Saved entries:
● ● ● ●

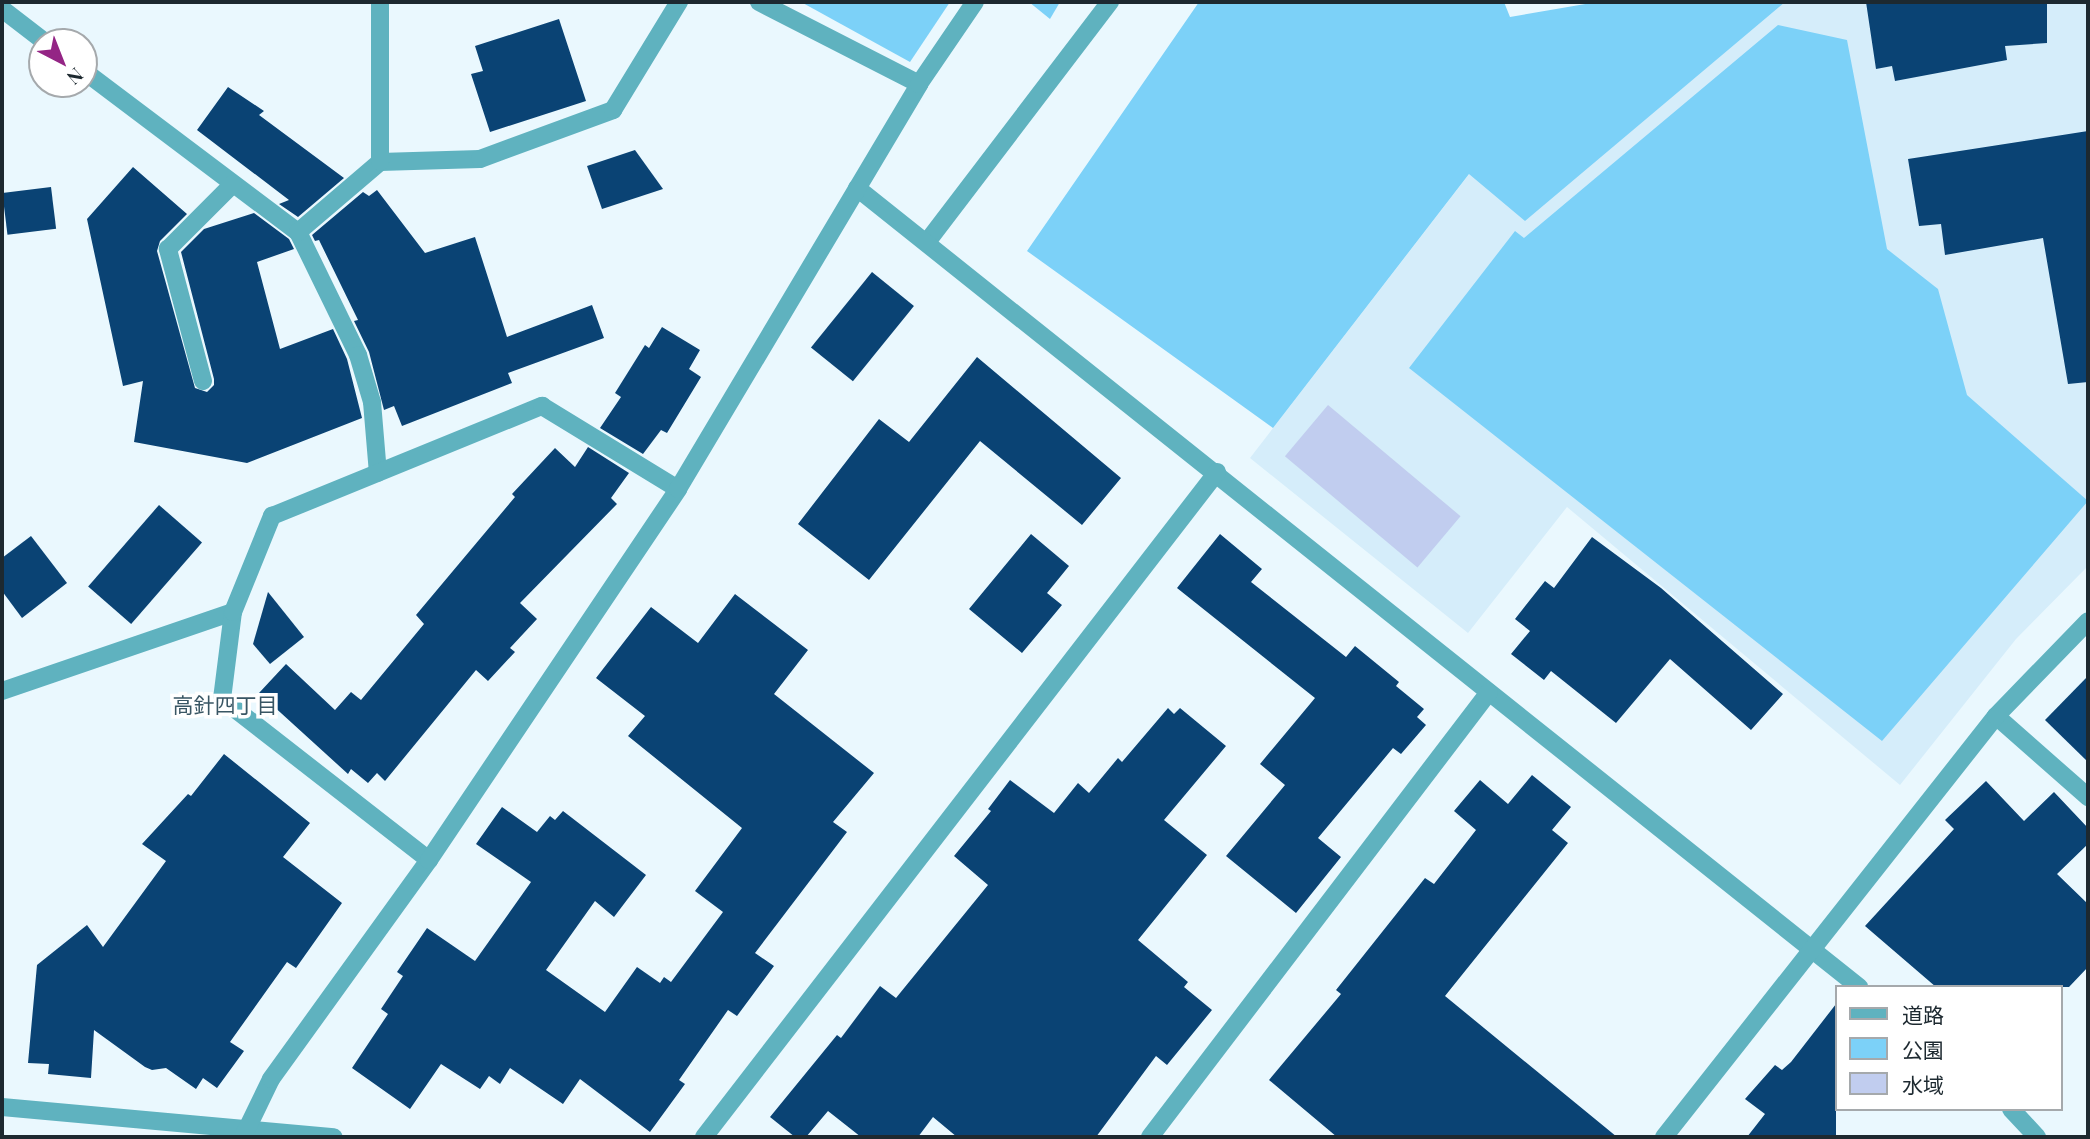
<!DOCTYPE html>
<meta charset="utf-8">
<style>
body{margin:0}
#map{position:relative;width:2090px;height:1139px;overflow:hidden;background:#eaf8fe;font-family:"Playfair Display","Noto Sans JP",serif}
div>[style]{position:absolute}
.built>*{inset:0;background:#d5edfa}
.green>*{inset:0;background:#7cd1f8}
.water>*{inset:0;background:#c1cdef;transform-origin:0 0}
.building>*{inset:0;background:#0a4374;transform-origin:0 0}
.service>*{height:18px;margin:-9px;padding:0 9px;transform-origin:9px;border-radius:9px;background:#5fb2bf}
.minor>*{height:18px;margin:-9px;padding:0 9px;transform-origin:9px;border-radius:9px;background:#5fb2bf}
.tertiary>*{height:18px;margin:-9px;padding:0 9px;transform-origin:9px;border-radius:9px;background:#5fb2bf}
span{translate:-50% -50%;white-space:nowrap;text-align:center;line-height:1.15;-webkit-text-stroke:7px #fff;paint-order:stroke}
.neighbourhood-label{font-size:21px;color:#395664}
.frame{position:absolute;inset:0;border:4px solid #1d2930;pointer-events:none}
.legend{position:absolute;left:1835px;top:985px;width:228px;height:126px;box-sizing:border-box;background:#fff;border:2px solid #a5a9ac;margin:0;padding:9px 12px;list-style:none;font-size:21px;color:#1d2930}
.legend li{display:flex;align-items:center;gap:14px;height:35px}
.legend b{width:35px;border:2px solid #a5a9ac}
.north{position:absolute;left:28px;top:28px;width:70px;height:70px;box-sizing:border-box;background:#fff;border:2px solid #a5a9ac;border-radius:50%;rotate:138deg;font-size:19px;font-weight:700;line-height:28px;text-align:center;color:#1d2930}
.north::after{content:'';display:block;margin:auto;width:24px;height:32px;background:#942585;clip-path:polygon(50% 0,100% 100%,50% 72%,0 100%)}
</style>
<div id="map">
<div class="built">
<i style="clip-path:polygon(1785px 2px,2088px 2px,2088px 566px,2016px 639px,1900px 785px,1567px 507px,1468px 633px,1250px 458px,1470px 173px,1525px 220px)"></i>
</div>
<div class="green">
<i style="clip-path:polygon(801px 2px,950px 2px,910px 62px)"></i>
<i style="clip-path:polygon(1029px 2px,1060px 2px,1050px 19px)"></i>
<i style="clip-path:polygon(1199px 2px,1504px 2px,1510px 17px,1597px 2px,1785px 2px,1525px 221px,1469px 174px,1273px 428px,1027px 251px)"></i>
<i style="clip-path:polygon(1778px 25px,1847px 40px,1887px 249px,1938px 289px,1967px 395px,2088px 501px,1882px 741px,1409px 368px,1515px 231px,1524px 238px)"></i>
</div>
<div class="water">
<i style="left:1328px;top:405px;width:173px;height:67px;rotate:40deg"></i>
</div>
<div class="building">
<i style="clip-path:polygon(1866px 2px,2047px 2px,2047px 43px,2005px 46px,2007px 60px,1895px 81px,1892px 66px,1876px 69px)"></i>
<i style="clip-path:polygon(559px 19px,586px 101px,490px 132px,471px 74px,483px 71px,475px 46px)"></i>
<i style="clip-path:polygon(228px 87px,264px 111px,259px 115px,344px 178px,298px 217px,279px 204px,289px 200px,197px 130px)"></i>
<i style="clip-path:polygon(2088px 131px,2088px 382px,2068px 384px,2043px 238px,1945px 255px,1941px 224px,1919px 226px,1908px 159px)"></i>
<i style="clip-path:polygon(635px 150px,663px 189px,602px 209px,587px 166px)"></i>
<i style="clip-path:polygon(133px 167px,187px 214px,160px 241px,157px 251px,195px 388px,207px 392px,214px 385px,214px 379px,181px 252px,204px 229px,254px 213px,289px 239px,294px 249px,257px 262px,280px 349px,333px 329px,347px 359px,362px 418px,247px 463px,134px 442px,143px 381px,123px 386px,87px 219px)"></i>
<i style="left:51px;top:187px;width:42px;height:49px;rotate:83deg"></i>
<i style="clip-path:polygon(377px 190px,425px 253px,475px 237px,507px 337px,592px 305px,604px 338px,508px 373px,512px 383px,402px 426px,394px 406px,384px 410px,369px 352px,354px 321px,358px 320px,319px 240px,315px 241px,312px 235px,363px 192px,369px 196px)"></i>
<i style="left:872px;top:272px;width:54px;height:97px;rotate:39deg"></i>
<i style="clip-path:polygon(662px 327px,700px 350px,689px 369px,701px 377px,667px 433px,661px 430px,643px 454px,600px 428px,621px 397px,615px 393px,645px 345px,649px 348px)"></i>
<i style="clip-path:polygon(977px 357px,1121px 478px,1082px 525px,980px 441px,869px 580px,798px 524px,879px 419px,909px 442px)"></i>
<i style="clip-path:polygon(588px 447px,629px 473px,611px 498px,617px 504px,520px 603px,537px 619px,510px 648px,515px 652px,488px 681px,476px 670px,385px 781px,377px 773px,368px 783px,351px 769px,348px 774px,259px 693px,286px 664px,335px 710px,351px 692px,361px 700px,424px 624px,416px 615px,515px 497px,512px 494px,555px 448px,575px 467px)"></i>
<i style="left:159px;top:505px;width:57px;height:108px;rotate:41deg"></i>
<i style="clip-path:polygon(1031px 534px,1069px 566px,1047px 593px,1062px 605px,1022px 653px,969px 609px)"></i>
<i style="clip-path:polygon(1220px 534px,1262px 569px,1251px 582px,1346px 657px,1355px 646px,1399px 682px,1396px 686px,1424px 709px,1417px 717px,1426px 725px,1401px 754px,1393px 748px,1318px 838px,1341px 857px,1296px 913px,1226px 856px,1285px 785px,1260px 764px,1315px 698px,1177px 588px)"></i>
<i style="clip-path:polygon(31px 536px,67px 583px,22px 618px,2px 591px,2px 558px)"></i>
<i style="clip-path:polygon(1592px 537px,1661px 588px,1783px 694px,1751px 730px,1670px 659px,1616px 723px,1551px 671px,1544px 680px,1511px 654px,1530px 631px,1515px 619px,1545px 581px,1554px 588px)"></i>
<i style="clip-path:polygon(268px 592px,304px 637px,270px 664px,253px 644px)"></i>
<i style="clip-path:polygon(735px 594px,808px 650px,774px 694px,874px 773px,833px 822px,847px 832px,755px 953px,774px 966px,737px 1016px,728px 1010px,679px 1080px,685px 1084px,650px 1132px,580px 1079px,563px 1104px,510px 1068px,500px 1084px,489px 1076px,480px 1089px,441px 1064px,410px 1109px,352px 1068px,388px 1014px,381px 1009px,403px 976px,397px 972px,427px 928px,475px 961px,531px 882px,476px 844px,502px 807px,537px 832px,550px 816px,555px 820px,563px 811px,646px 875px,614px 917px,595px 901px,546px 970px,605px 1012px,637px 967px,660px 983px,664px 977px,671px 982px,723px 912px,695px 891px,742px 828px,628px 736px,645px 716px,596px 678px,651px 607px,698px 643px)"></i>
<i style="clip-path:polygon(2088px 676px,2088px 762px,2045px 720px)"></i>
<i style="clip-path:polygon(1168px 708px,1174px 714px,1180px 708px,1226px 746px,1164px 820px,1207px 855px,1138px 940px,1188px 982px,1184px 987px,1212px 1010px,1167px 1065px,1156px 1056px,1096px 1137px,957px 1137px,933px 1117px,918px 1137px,861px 1137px,828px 1111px,806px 1137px,795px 1137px,770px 1117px,837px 1035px,841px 1038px,880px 986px,896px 998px,988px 885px,954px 856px,991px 811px,988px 809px,1010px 780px,1054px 813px,1078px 783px,1089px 793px,1118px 758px,1122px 762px)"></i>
<i style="clip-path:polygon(224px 754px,310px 823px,283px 857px,342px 903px,296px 968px,287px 962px,230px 1042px,244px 1051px,217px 1088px,203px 1078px,196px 1089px,166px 1068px,152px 1070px,145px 1067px,94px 1030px,91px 1078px,48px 1074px,49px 1064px,28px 1063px,37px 965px,87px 925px,103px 947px,166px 861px,142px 844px,188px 794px,191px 796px)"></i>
<i style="clip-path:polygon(1532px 775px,1571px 807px,1552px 830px,1568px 843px,1445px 996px,1617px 1137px,1337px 1137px,1269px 1080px,1341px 994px,1336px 990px,1425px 878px,1434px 884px,1476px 830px,1454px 811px,1480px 780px,1508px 804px)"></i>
<i style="clip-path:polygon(1986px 781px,2024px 821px,2054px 792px,2088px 828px,2088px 844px,2057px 874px,2088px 904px,2088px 967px,2069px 987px,1936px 987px,1865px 926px,1954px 829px,1945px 820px)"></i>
<i style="clip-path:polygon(1836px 1004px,1836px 1137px,1747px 1137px,1765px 1114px,1745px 1099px,1775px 1065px,1782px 1070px,1791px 1062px)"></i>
</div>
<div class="service">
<i style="left:927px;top:242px;width:302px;rotate:-52.7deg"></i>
</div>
<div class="minor">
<i style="left:759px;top:2px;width:180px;rotate:27.1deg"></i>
<i style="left:2px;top:9px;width:54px;rotate:37.5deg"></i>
<i style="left:84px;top:71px;width:268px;rotate:37deg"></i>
<i style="left:298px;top:232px;width:137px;rotate:64deg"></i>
<i style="left:358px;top:355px;width:49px;rotate:73.4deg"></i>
<i style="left:372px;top:402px;width:71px;rotate:85.2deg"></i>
<i style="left:380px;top:162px;width:100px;rotate:-1.7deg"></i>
<i style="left:480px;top:159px;width:142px;rotate:-20.2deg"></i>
<i style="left:613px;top:110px;width:127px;rotate:-58.6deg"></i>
<i style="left:857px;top:188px;width:1282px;rotate:38.57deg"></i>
<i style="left:298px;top:232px;width:108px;rotate:-40.5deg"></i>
<i style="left:380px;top:162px;width:160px;rotate:-90deg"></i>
<i style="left:203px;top:381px;width:137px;rotate:-104.9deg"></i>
<i style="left:168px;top:249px;width:92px;rotate:-45deg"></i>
<i style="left:2px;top:691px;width:244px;rotate:-18.9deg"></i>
<i style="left:1996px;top:716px;width:123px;rotate:41.4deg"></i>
<i style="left:429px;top:860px;width:262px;rotate:-142.1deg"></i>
<i style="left:222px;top:699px;width:88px;rotate:-82.8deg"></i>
<i style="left:233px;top:612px;width:104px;rotate:-67.9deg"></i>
<i style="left:272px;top:516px;width:292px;rotate:-22.2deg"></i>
<i style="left:542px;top:406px;width:159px;rotate:31.4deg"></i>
<i style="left:2px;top:1107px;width:333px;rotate:5.2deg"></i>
<i style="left:2011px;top:1109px;width:38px;rotate:47deg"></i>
<i style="left:704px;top:1137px;width:840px;rotate:-52.35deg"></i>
<i style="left:1150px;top:1137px;width:559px;rotate:-52.7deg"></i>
<i style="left:1664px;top:1137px;width:536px;rotate:-51.74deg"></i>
<i style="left:1996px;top:716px;width:132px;rotate:-45.9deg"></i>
</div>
<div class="tertiary">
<i style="left:243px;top:1137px;width:64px;rotate:-64.2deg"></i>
<i style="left:271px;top:1079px;width:270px;rotate:-54.2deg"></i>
<i style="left:429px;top:860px;width:447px;rotate:-56.1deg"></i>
<i style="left:678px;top:489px;width:471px;rotate:-59.2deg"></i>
<i style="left:919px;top:84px;width:99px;rotate:-55.7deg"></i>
</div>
<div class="neighbourhood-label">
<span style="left:225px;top:704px">高針四丁目</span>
</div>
<div class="frame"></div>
<ul class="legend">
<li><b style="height:9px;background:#5fb2bf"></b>道路</li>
<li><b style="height:19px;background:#7cd1f8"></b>公園</li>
<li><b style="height:19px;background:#c1cdef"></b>水域</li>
</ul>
<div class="north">N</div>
</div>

● ● ● ●

### [Task prompt]
Copy each line of the records that contains the word "water".

### [Exercise result]
.water>*{inset:0;background:#c1cdef;transform-origin:0 0}
<div class="water">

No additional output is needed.